Title: Socially Responsible and Factual Reasoning for Equitable AI Systems

Abstract: Understanding the implications underlying a text is critical to assessing its impact. This requires endowing artificial intelligence (AI) systems with pragmatic reasoning, for example to infer that the statement “Epidemics and cases of disease in the 21st century are “staged”” relates to unfounded conspiracy theories. In this talk, I discuss how shortcomings in the ability of current AI systems to reason about pragmatics leads to inequitable detection of false or harmful language. I demonstrate how these shortcomings can be addressed by imposing human-interpretable structure on deep learning architectures using insights from linguistics.

In the first part of the talk, I describe how adversarial text generation algorithms can be used to improve model robustness. I then introduce a pragmatic formalism for reasoning about harmful implications conveyed by social media text. I show how this pragmatic approach can be combined with generative neural language models to uncover implications of news headlines. I also address the bottleneck to progress in text generation posed by gaps in evaluation of factuality. I conclude with an interdisciplinary study showing how content moderation informed by pragmatics can be used to ensure safe interactions with conversational agents, and my future vision for development of context-aware systems.

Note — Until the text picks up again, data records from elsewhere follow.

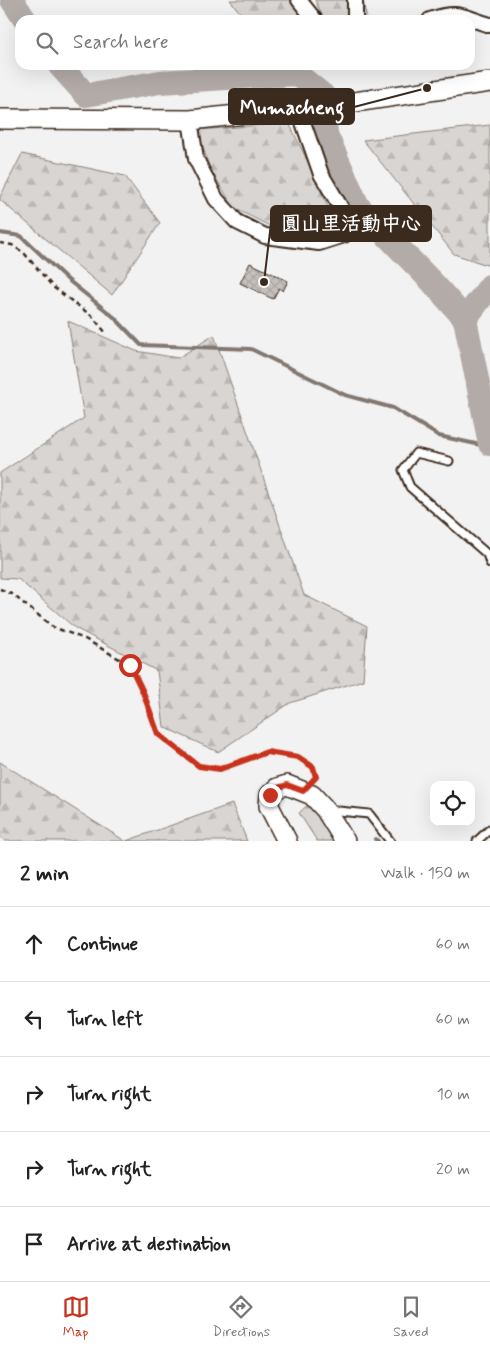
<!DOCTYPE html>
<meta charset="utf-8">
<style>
:root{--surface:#fff;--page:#f2f2f2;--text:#222;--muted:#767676;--line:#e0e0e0;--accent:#c8321e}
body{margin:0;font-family:Mynerve,"LXGW WenKai TC",sans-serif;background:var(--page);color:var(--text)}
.controls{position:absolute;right:15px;bottom:15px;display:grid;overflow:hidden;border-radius:10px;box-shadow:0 5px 20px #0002}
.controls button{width:45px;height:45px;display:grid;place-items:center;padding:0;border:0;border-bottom:1px solid var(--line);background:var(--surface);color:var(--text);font:25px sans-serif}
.stop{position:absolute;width:15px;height:15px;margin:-11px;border:4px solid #c8321e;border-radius:50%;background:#fff}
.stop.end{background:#c8321e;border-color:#fff;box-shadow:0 1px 5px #0008}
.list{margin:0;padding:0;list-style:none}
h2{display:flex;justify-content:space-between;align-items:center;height:65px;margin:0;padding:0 20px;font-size:21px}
h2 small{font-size:16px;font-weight:400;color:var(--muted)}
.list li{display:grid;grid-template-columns:32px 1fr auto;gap:15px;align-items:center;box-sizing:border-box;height:75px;padding:0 20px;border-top:1px solid var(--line)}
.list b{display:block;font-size:19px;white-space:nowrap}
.list em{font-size:16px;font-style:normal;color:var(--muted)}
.icon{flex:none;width:28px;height:28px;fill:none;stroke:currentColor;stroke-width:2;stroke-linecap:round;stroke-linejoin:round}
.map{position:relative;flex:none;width:490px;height:841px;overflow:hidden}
.search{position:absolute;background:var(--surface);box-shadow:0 5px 20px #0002;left:15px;right:15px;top:15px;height:55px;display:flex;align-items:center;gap:12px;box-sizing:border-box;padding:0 18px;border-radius:15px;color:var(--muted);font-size:19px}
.sheet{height:440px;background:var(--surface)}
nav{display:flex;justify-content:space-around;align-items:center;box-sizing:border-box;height:70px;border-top:1px solid var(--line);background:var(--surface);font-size:14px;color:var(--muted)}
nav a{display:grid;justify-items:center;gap:2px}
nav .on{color:var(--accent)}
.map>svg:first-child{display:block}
.forest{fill:url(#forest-firs);stroke:#8a8078}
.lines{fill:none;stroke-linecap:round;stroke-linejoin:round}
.stream{stroke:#827770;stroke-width:4}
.river{stroke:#b2aba7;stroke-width:24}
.building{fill:url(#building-cross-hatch);stroke:#3b2a1e}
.lane-casing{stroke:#3b2a1e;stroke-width:11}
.street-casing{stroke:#3b2a1e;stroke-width:18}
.secondary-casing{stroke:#3b2a1e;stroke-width:22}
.path{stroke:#3b2a1e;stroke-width:2.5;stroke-dasharray:5 4;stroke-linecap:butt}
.lane{stroke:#fff;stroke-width:7}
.street{stroke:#fff;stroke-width:14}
.secondary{stroke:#fff;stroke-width:19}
.route{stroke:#c8321e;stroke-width:6}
.leader{fill:none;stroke:#3b2a1e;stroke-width:2}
.callout-dot{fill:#3b2a1e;stroke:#fff;stroke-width:2}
.callout{fill:#3b2a1e;stroke:#3b2a1e;stroke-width:2}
.callout-label{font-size:20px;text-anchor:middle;font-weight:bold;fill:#fff}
</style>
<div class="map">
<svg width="490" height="841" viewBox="0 0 490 841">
<defs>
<pattern id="forest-firs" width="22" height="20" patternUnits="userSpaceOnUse" patternTransform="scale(1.25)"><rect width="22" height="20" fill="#d8d5d2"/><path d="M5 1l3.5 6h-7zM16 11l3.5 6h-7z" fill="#bab7b4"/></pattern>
<pattern id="building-cross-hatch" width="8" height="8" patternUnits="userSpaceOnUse" patternTransform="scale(1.25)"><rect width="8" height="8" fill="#c6c0bd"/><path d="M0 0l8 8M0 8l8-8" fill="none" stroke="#aba5a2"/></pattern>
</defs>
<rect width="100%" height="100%" fill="#f3f2f2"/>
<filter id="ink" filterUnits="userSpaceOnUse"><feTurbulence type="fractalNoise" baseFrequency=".02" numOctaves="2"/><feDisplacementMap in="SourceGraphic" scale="10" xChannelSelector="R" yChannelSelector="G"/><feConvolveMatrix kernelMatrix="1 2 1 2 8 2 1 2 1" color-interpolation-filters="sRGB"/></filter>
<g filter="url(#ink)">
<!-- forest -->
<path class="forest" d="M230,0h66l13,20h-63z
M315,0h48l4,20h-43z
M289,123l23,47 24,56 -15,6 -47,-4 -40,-20 -25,-41 -11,-37z
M490,125v141l-36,-12 -91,-114z
M22,154l103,22 35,47 -48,72 -112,-95v-3z
M68,321l68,30 42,7 36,-23 90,260 63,31 -4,54 -73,23 -72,49 -54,-25 -7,-56 -82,-43 -57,-49 -18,-1v-105l84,-55z
M0,762l125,79h-120l-5,-4z
M316,797l21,44h-20l-18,-28z
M232,804l15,37h-121z"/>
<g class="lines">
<!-- stream -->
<path class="stream" d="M0,233l21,3 47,44 46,37 27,28 110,4 94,46 48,13 46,28 51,11
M375,839l3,2"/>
<!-- river -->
<path class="river" d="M12,0l13,20
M59,65l27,30 74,-13 137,-8 26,21 3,39 32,72 75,77 32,36
M465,319l25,125
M465,319l25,-33"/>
</g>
<!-- building -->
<path class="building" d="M250,263l38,18 -5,10 -4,-3 -6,11 -33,-16z"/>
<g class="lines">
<!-- lane casing -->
<g class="lane-casing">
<path id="lane" d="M449,461l-33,-8 -13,17 7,17 77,67 3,9
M328,810l41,4 21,27
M477,841l13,-12"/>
</g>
<!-- street casing -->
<g class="street-casing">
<path id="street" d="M299,0l16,20
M355,0v20
M430,20c30,-10 32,-3 60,5
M190,120l6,39 20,40 21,23 28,14 54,7 25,-8 3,-17 -26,-44 -23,-66"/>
</g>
<!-- secondary casing -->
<g class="secondary-casing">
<path id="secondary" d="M0,119l190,1 158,-17 142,-21
M287,841l-18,-35 1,-11 7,-7 10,-3 25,10 13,14 20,32"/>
</g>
<!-- path -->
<path class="path" d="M0,243l12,2 12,8 29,34 39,29 14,17
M0,589l12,5 41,33 32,12 45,26 13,27 15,42 41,32 21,3 47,-17 31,5 15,10 3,10 -3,3"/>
<!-- lane -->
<use href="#lane" class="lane"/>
<!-- street -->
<use href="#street" class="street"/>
<!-- secondary -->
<use href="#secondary" class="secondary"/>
</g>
</g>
<g class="lines" filter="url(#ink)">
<!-- route -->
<path class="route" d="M130,665l13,27 15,42 41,32 21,3 47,-17 31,5 15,10 3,10 -13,14 -16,-6 -10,3 -7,7"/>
</g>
<!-- callouts -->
<path class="leader" d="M427 88L354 107M264 282L271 223"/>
<g class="callout-dot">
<circle cx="427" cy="88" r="5"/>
<circle cx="264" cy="282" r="5"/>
</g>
<g class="callout">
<rect x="229" y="89" width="125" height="35" rx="5"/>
<rect x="271" y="206" width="160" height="35" rx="5"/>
</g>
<g class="callout-label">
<text x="292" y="114">Mumacheng</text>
<text x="351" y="230">圓山里活動中心</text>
</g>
</svg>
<div class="controls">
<button><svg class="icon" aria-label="locate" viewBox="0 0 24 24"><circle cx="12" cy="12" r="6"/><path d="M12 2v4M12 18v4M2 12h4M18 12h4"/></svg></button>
</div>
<div class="stop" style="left:130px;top:665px"></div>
<div class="stop end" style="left:270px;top:795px"></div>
<div class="search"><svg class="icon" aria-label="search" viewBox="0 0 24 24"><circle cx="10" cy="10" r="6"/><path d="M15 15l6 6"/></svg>Search here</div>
</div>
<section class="sheet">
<h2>2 min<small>Walk · 150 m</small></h2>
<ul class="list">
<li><svg class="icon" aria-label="ahead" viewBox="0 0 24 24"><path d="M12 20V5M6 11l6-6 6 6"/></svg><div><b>Continue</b></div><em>60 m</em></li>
<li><svg class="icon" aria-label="left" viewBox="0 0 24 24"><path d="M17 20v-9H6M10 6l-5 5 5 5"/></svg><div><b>Turn left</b></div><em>60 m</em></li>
<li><svg class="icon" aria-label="right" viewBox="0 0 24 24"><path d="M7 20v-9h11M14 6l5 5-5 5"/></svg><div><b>Turn right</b></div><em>10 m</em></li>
<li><svg class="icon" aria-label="right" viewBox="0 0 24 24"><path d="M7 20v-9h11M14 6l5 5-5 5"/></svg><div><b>Turn right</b></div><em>20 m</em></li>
<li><svg class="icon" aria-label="arrive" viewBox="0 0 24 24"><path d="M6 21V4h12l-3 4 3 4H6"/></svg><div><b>Arrive at destination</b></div></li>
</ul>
</section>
<nav>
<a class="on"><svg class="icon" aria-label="map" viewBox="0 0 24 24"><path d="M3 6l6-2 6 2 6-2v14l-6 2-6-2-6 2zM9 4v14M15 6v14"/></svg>Map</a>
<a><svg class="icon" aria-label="directions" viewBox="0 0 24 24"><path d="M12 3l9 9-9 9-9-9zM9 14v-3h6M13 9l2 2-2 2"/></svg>Directions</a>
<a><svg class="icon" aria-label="saved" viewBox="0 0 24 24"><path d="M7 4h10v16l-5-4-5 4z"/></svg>Saved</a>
</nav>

Bio: Saadia Gabriel is a PhD candidate in the Paul G. Allen School of Computer Science & Engineering at the University of Washington, advised by Prof. Yejin Choi and Prof. Franziska Roesner. Her research revolves around natural language processing and machine learning, with a particular focus on building systems for understanding how social commonsense manifests in text (i.e. how do people typically behave in social scenarios), as well as mitigating spread of false or harmful text (e.g. Covid-19 misinformation). Her work has been covered by a wide range of media outlets like Forbes and TechCrunch. It has also received a 2019 ACL best short paper nomination, a 2019 IROS RoboCup best paper nomination and won a best paper award at the 2020 WeCNLP summit. Prior to her PhD, Saadia received a BA summa cum laude from Mount Holyoke College in Computer Science and Mathematics.